The at least one LED-module may be commercially obtained and can have various shapes and configurations as will be set out below. The LED-module may be electrically connectable to an electrical supply using supply leads. The LED-module may further be interconnectable to another LED-module for series or parallel connection to a power supply.
The heat conductive carrier provides support for the at least one LED-module and allows heat generated in the at least one LED-module to be transferred to the environment. The compressible spacer allows the glass cover to be arranged over the LED-module at a distance from the LED's of the LED-module to ensure that the glass will maintain a low temperature. The flat glass cover allows the LED lighting device to be fitted in a luminaire using the glass cover edge to provide support for the LED lighting device.

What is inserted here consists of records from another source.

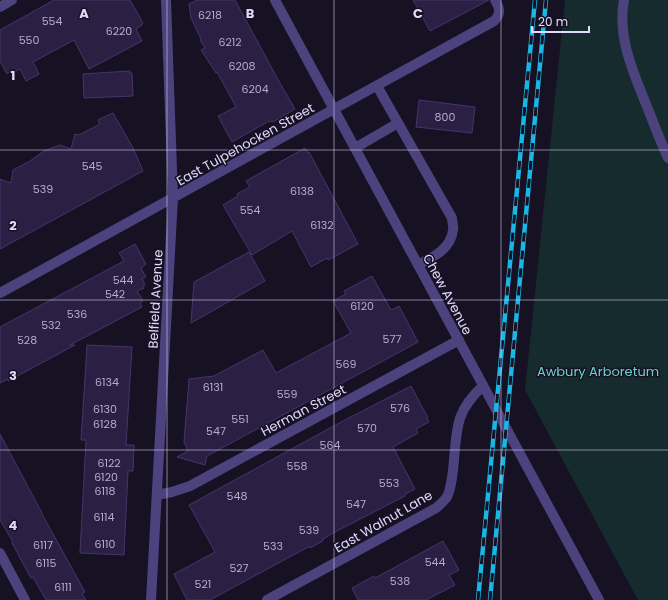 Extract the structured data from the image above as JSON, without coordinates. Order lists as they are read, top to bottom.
{
  "streets": {
    "street": [
      "East Tulpehocken Street",
      "Chew Avenue",
      "Belfield Avenue",
      "Herman Street",
      "East Walnut Lane"
    ]
  },
  "crossings": [
    ["East Tulpehocken Street", "Chew Avenue"],
    ["East Tulpehocken Street", "Belfield Avenue"],
    ["Chew Avenue", "Herman Street"],
    ["Chew Avenue", "East Walnut Lane"],
    ["Belfield Avenue", "Herman Street"]
  ],
  "parks": ["Awbury Arboretum"],
  "house_numbers": [
    "6218",
    "554",
    "6220",
    "550",
    "6212",
    "6208",
    "6204",
    "800",
    "545",
    "539",
    "6138",
    "554",
    "6132",
    "544",
    "542",
    "6120",
    "536",
    "532",
    "577",
    "528",
    "569",
    "6134",
    "6131",
    "559",
    "576",
    "6130",
    "551",
    "6128",
    "570",
    "547",
    "564",
    "6122",
    "558",
    "6120",
    "553",
    "6118",
    "548",
    "547",
    "6114",
    "539",
    "6110",
    "6117",
    "533",
    "544",
    "6115",
    "527",
    "538",
    "521",
    "6111"
  ],
  "scale_bar": "20 m",
  "grid": {
    "columns": ["A", "B", "C"],
    "rows": [
      "1",
      "2",
      "3",
      "4"
    ]
  }
} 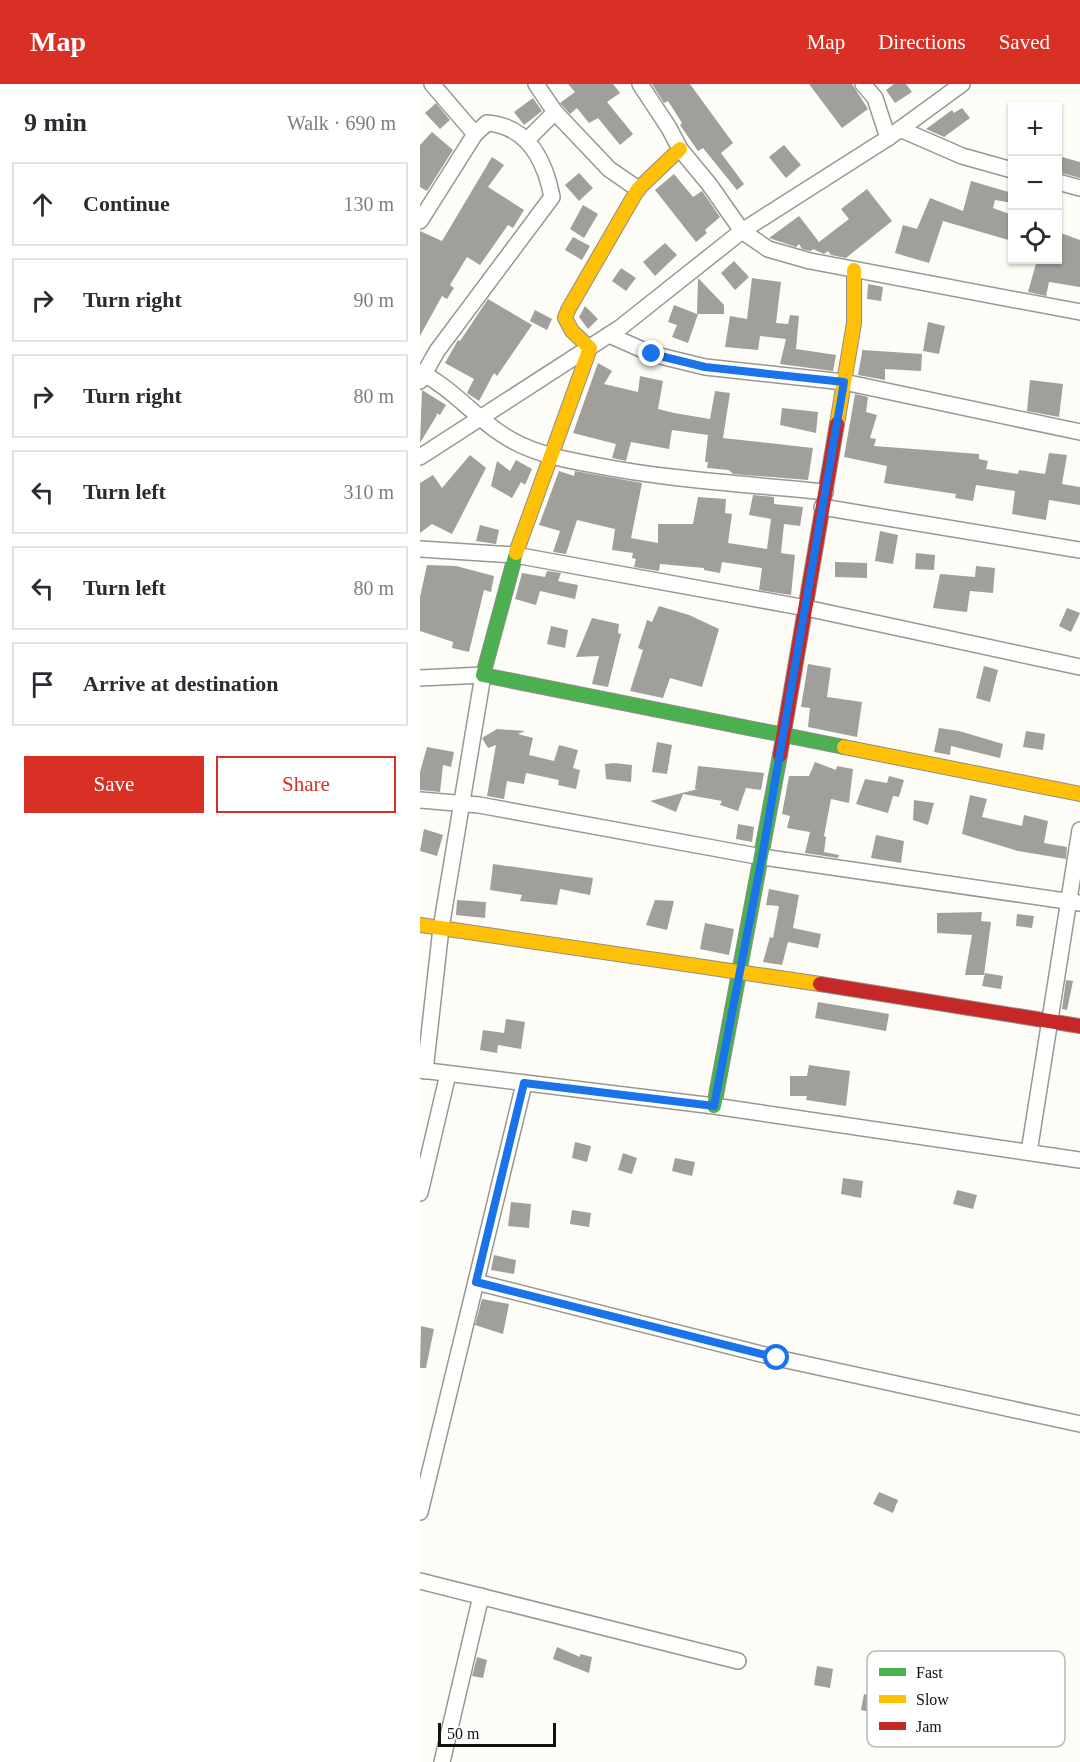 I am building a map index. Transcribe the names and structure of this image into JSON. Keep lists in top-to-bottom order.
{
  "legend": ["Fast", "Slow", "Jam"],
  "scale_bar": "50 m",
  "page": {
    "header": "Map",
    "nav": ["Map", "Directions", "Saved"],
    "heading": ["9 min", "Walk · 690 m"],
    "map_buttons": ["+", "−"],
    "list": [
      ["Continue", "130 m"],
      ["Turn right", "90 m"],
      ["Turn right", "80 m"],
      ["Turn left", "310 m"],
      ["Turn left", "80 m"],
      "Arrive at destination"
    ],
    "buttons": ["Save", "Share"],
    "scale": "50 m"
  }
} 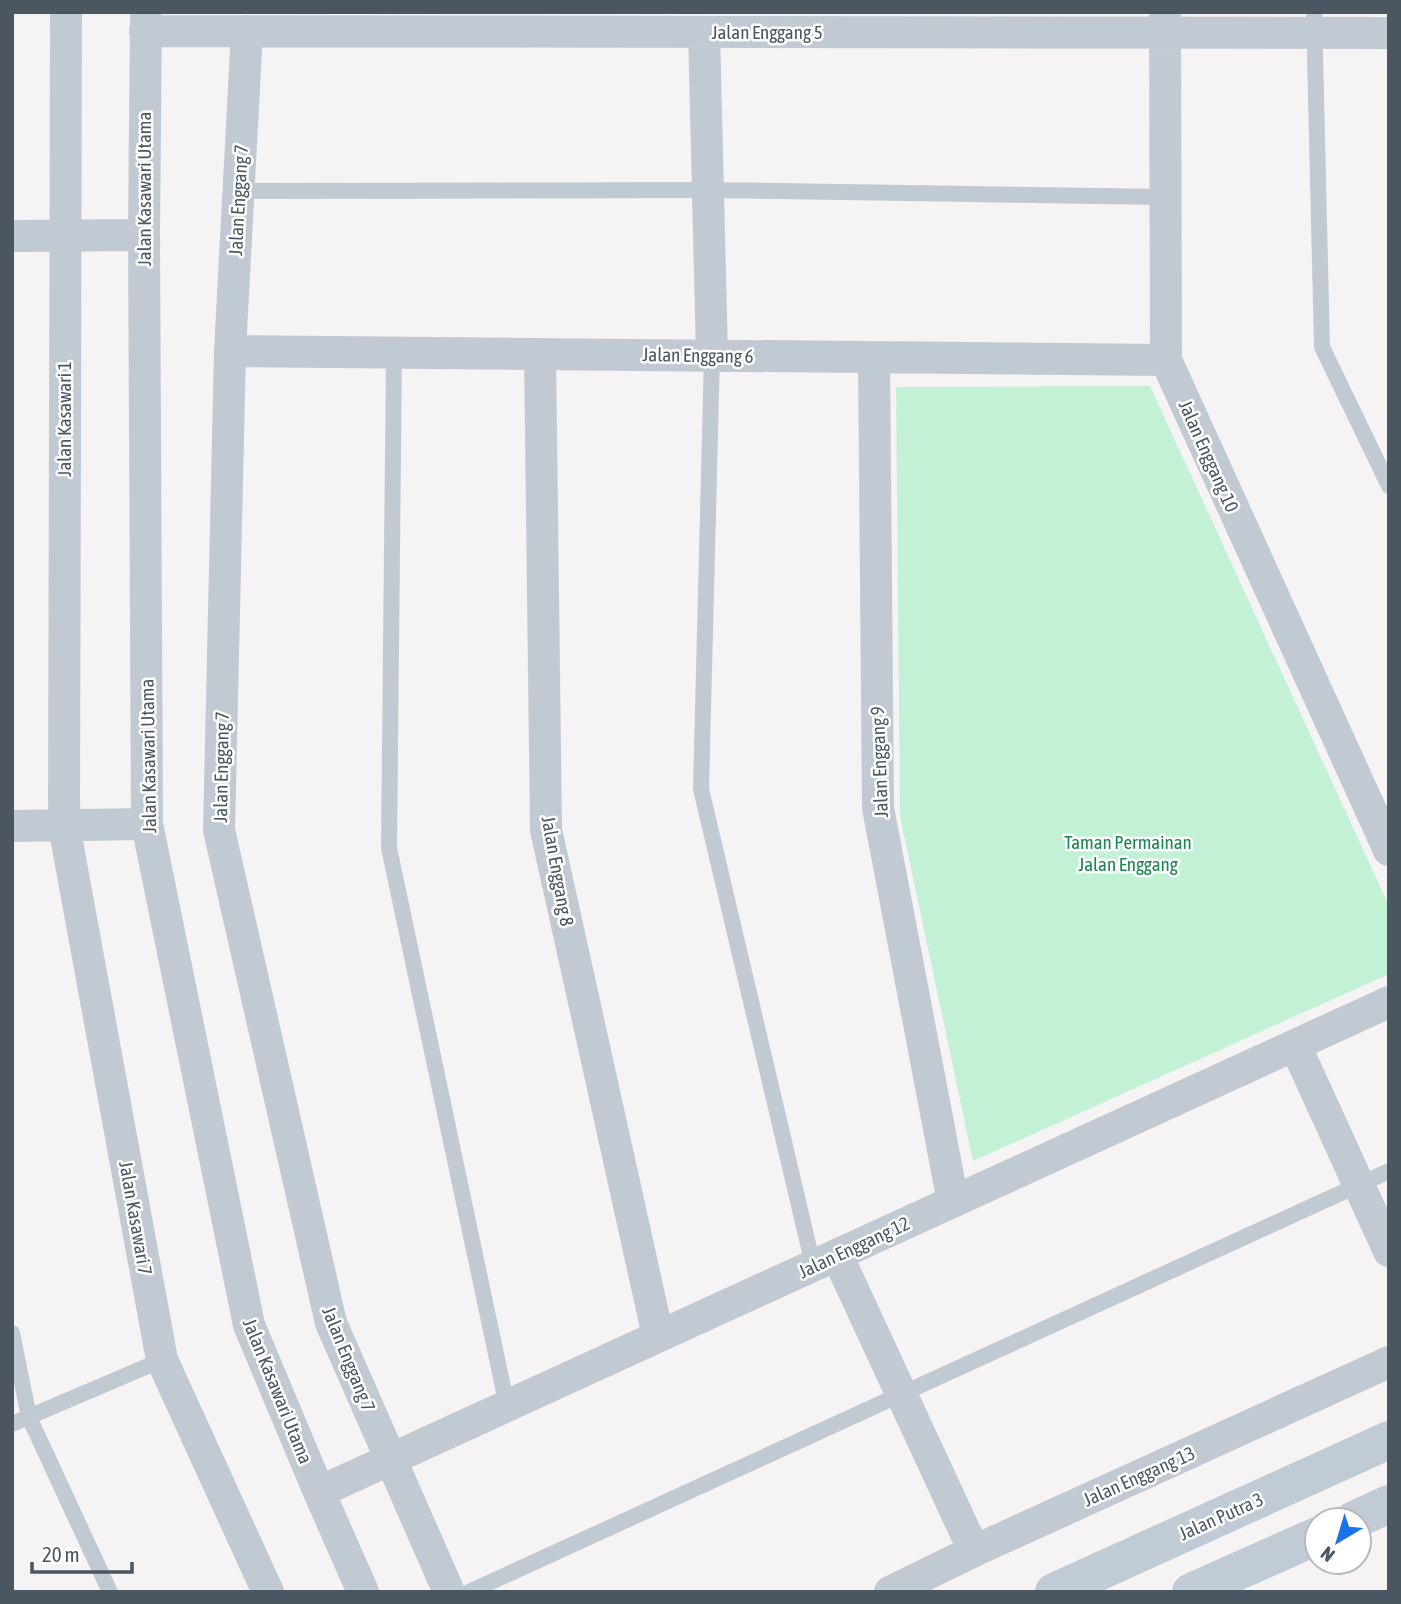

The glass of the glass cover can be chosen to be of a hardened or laminated type to ensure impact resistance of the glass even at low temperatures such as -30 °C. The glass ensures transparency of the glass cover during its lifespan, without discoloration. The flatness of the glass provides optimal resistance against impact at right angles on the glass cover surface facing the environment. The compressible spacer means allow an impact on the glass to be absorbed within the LED lighting device, while maintaining the desired distance of the glass cover relative to the LED's of the LED-module and ensuring integrity of the seal between the glass cover and heat conductive carrier.
The seal can be disposed between the heat conductive carrier and glass cover for example by applying a continuous wall of seal material, e.g. a paste or resin, on one of the glass cover and the carrier. The lateral distance between seal and LED-module ensures that the seal material does not contaminate and obscure the LED's of the LED-module, thereby ensuring optimal light output of the LED-module.
The compressible spacer means prevent the seal from being flattened and maintain the distance between LED's and glass cover while allowing the seal to form a gastight wall to protect the LED-module from environmental gasses, and at the same time maintaining the LED lighting device explosion proof.
In an embodiment, said gas-tight chamber has a volume of less than 100 cm3.
This allows the LED lighting device to comply with international standards for explosion proof lighting devices.
In an embodiment, said gas-tight chamber is gas-filled.
This allows said gas-tight chamber to maintain dry and explosion proof while corrosion of the LED-module and LED's is prevented.
In a further embodiment, said gas-tight chamber is filled with dried air.
This allows the LED lighting device to be prepared sealed for life.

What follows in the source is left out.